Radio-Canada doit demeurer une radio et une télévision généralistes dans ses services de base pour rejoindre le plus grand nombre de Canadiens possible en assurant une couverture et un rayonnement partout au pays. Mais notre mission de rejoindre tous les Canadiens ne peut plus s'incarner comme avant — avant la fragmentation de l'univers audiovisuel. Nous devons utiliser les outils à notre disposition pour rejoindre des Canadiens que nos activités de diffuseur généraliste ne rejoignent pas. C'est dans cet esprit que nous avons demandé au CRTC l'autorisation d'offrir de nouvelles chaînes spécialisées en français, ainsi qu'une troisième chaîne de Radio anglaise, destinée celle-là à rejoindre les jeunes et une pour la Radio française, une troisième chaîne entièrement consacrée à la diffusion de nouvelles.

La cinquième priorité — mais non la moindre, est de moderniser encore davantage notre culture d'entreprise, et de la rendre plus ouverte.

Dans un contexte actuel de concurrence exacerbée, Radio-Canada doit devenir une organisation véritablement souple, réceptive et résolument tournée vers l'avenir.

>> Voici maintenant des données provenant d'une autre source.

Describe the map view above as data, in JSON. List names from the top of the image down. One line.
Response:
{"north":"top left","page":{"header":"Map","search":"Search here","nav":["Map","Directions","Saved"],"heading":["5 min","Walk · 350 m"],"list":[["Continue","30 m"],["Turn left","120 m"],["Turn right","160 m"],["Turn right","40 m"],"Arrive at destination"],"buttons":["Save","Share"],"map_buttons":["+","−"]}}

En cette matière, nous n'en sommes pas à nos débuts. En trois ans à peine, nous avons coupé notre budget de 30 %, notre effectif de 25 %. Nous avons allégé notre structure administrative, et nous sommes à intégrer notre système de gestion de l'information.

Et en fin de compte, nous offrons maintenant plus de services qu'auparavant. Je crois que tous les artisans de Radio-Canada ont raison d'être fiers.

Nous avons déjà mis en place des pratiques afin d'assurer la promotion d'un cadre de gestion qui favorise l'efficacité, la transparence et la communication. Radio-Canada continuera de se montrer sensible aux besoins des Canadiens en se dotant d'un éventail de mécanismes de responsabilisation. Dans le secteur de la production et de la distribution, la Société se tournera davantage vers la constitution d'alliances et intensifiera sa collaboration avec les producteurs indépendants.

Radio-Canada aborde donc son avenir en relevant avec confiance les défis posés par les courants qui secouent nos organisations. Tout comme elle a relevé le défi qu'a représenté la période d'austérité financière que nous avons tous vécue.

Aujourd'hui, alors que nous sommes aux portes de l'an 2000, nous offrons toujours une palette de services qui fait de nous une institution unique et essentielle. Faisant écho à l'étude de McKinsey, je dénombre quatre facteurs essentiels à notre succès futur comme télédiffuseur public :

En premier lieu, nous devrons maintenir une programmation variée, de grande qualité, qui rejoigne l'ensemble des Canadiens, soit par millions, soit par auditoires plus spécialisés. Nous le faisons déjà, et notre volonté d'ajouter des canaux de diffusion vise à satisfaire cette condition de succès dans l'environnement numérique qui se fait jour.

Deuxième condition de notre succès : demeurer pertinents, ce qui s'exprime par une part de marché significative — eu égard aux auditoires visés, au type d'émissions et au canal de diffusion. Notre stratégie de développement y pourvoit.

En troisième lieu, nous devons continuer de tirer le meilleur parti de nos ressources — d'être efficaces, j'allais dire frugaux. Le chemin parcouru en ce sens depuis quelques années est tout simplement remarquable, je ne crains pas de le dire. Nous entendons demeurer vigilants et créatifs.

Quatrième condition identifiée par McKinsey : un financement substantiel et prévisible, qui nous permette de jouer pleinement notre rôle de diffuseur public, sans être astreint à la pure logique commerciale qui motive nos concurrents privés, et à l'abri d'interventions ponctuelles des gouvernements. Je ne suggère pas que Radio-Canada ne doit pas être imputable de sa gestion. Mais les règles d'imputabilité doivent être claires et stables, et porter sur des objectifs convenus au préalable.

C'est ainsi que Radio-Canada s'engagera dans le nouveau millénaire et dans le nouveau monde de la radiodiffusion avec la confiance de demeurer un radiodiffuseur public pertinent, populaire et authentiquement canadien.

Je vous remercie de votre attention.